Background

In view of concept of bidirectional communication between the immune system and the central nervous system psychological modulation of immune function is now well-established phenomenon. The body of knowledge generated by earlier work has clearly informed the development of the psychoneuroimmunology (PNI) field. Indeed, PNI studies, in which a specific immune variable is examined in the context of psychological processes and health outcomes, are extensions of early psychosomatic studies. Modern PNI emerged within the context of broader psychosomatic investigations. These studies, on the one hand, related psychological characteristics, behaviors, and emotions with disease onset and progression, including allergy, asthma, peptic ulcer, cancer, autoimmune diseases, and infectious diseases. On the other, it was specially emphasized that personality characteristics and coping styles, reflecting individual differences in appraisal and response to stressors, differentially influence immune function. The main objective of this study was to investigate personality characteristics and coping styles in patients with two psychosomatic diseases, i.e., bronchial asthma (BA) and rheumatoid arthritis (RA), manifesting different mechanisms of altered immune function. Another objective was to investigate associations of these psychological variables with immune indices. Finally, the third goal was to compare PNI patterns of these two diseases.

Materials and methods

Inpatients with BA (n = 48), RA (n = 42), and healthy control (n = 30) individuals were investigated (the age range in the study was 25-55 years). The following psychometrical variables were assessed: Anxiety State and Trait — STAI, Depression — BDI, Alexithymia — TAS-20, Types of Aggression and Hostility — Buss-Durkee Aggressiveness Inventory, Psychological Defense Patterns — Life Style Index of Plutchik-Kellerman-Konte).
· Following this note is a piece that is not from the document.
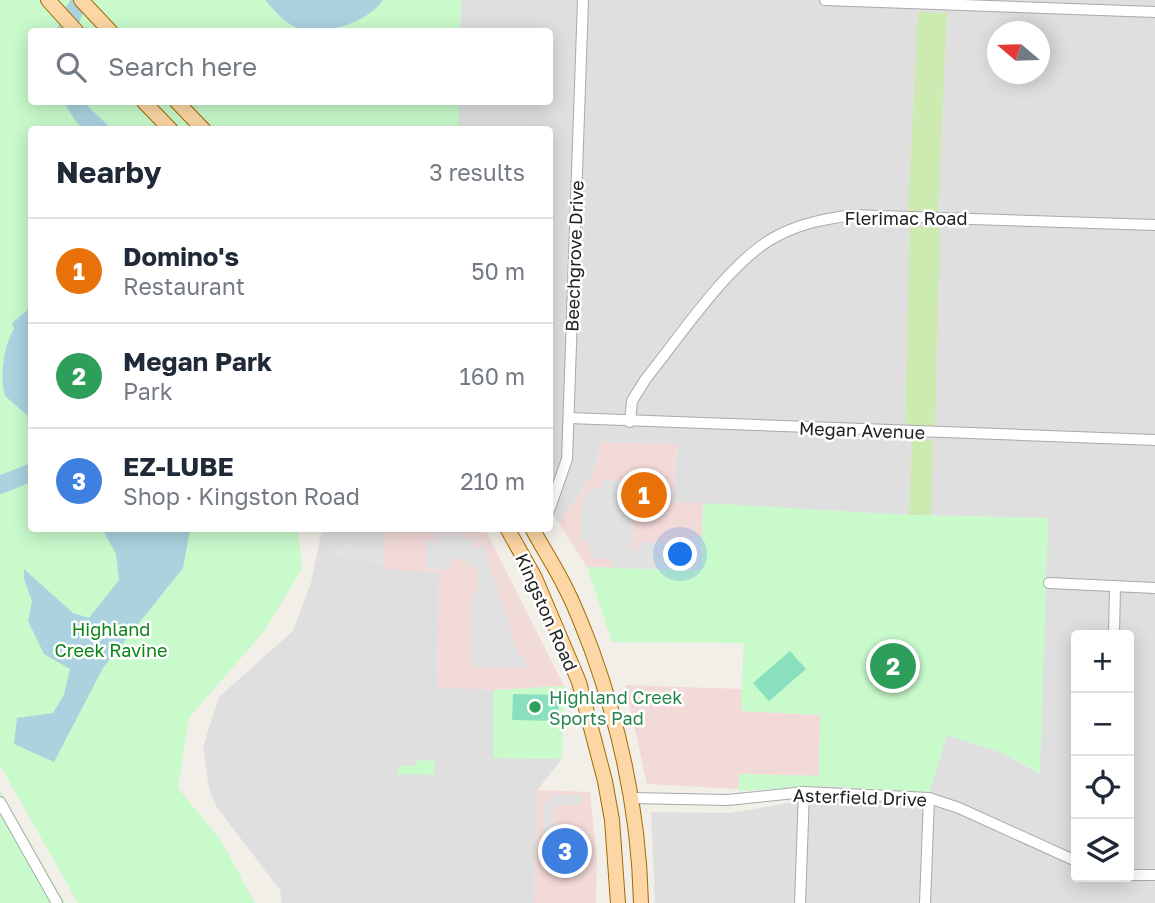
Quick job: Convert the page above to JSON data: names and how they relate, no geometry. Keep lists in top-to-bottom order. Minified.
{"streets":{"main road":["Kingston Road"],"street":["Flerimac Road","Beechgrove Drive","Megan Avenue","Asterfield Drive"]},"crossings":[["Flerimac Road","Megan Avenue"],["Beechgrove Drive","Megan Avenue"],["Kingston Road","Asterfield Drive"]],"parks":["Highland Creek Ravine"],"places":["Highland Creek Sports Pad"],"north":"left","page":{"search":"Search here","heading":["Nearby","3 results"],"list":[{"mark":"1","name":"Domino's","note":"Restaurant","value":"50 m"},{"mark":"2","name":"Megan Park","note":"Park","value":"160 m"},{"mark":"3","name":"EZ-LUBE","note":"Shop · Kingston Road","value":"210 m"}],"pins":["1","2","3"],"map_buttons":["+","−"]}}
The immune parameters were investigated using flow cytofluorometry methods.

Results

In general when compared to the control individuals patients from both clinical groups manifested enhanced scores of anxiety, depression, alexythimia and hostility. Distinctive peculiarities of patients with BA consisted in significantly higher levels of anxiety and neuroticism whereas patients with RA manifested decreased scores of physical aggression and aggressiveness indices along with enhanced scores of offence and auto-aggression. The strength and salience of psychological defense distinguished the controls from the patients in the two groups. Furthermore, the two clinical groups differed in such a manner that the patients with BA manifested prevailing symptoms from "regressive triad" whereas the patients with RA exhibited dominating symptoms from "depressive triad". The rank-correlation analyses among psychometrical and immune variables revealed different patterns of psychoimmune relationships in the studied groups.

Discussion

The findings evidence that BA and RA are accounted by altered PNI interplay patterns, involving personality characteristics, coping styles and immune indices.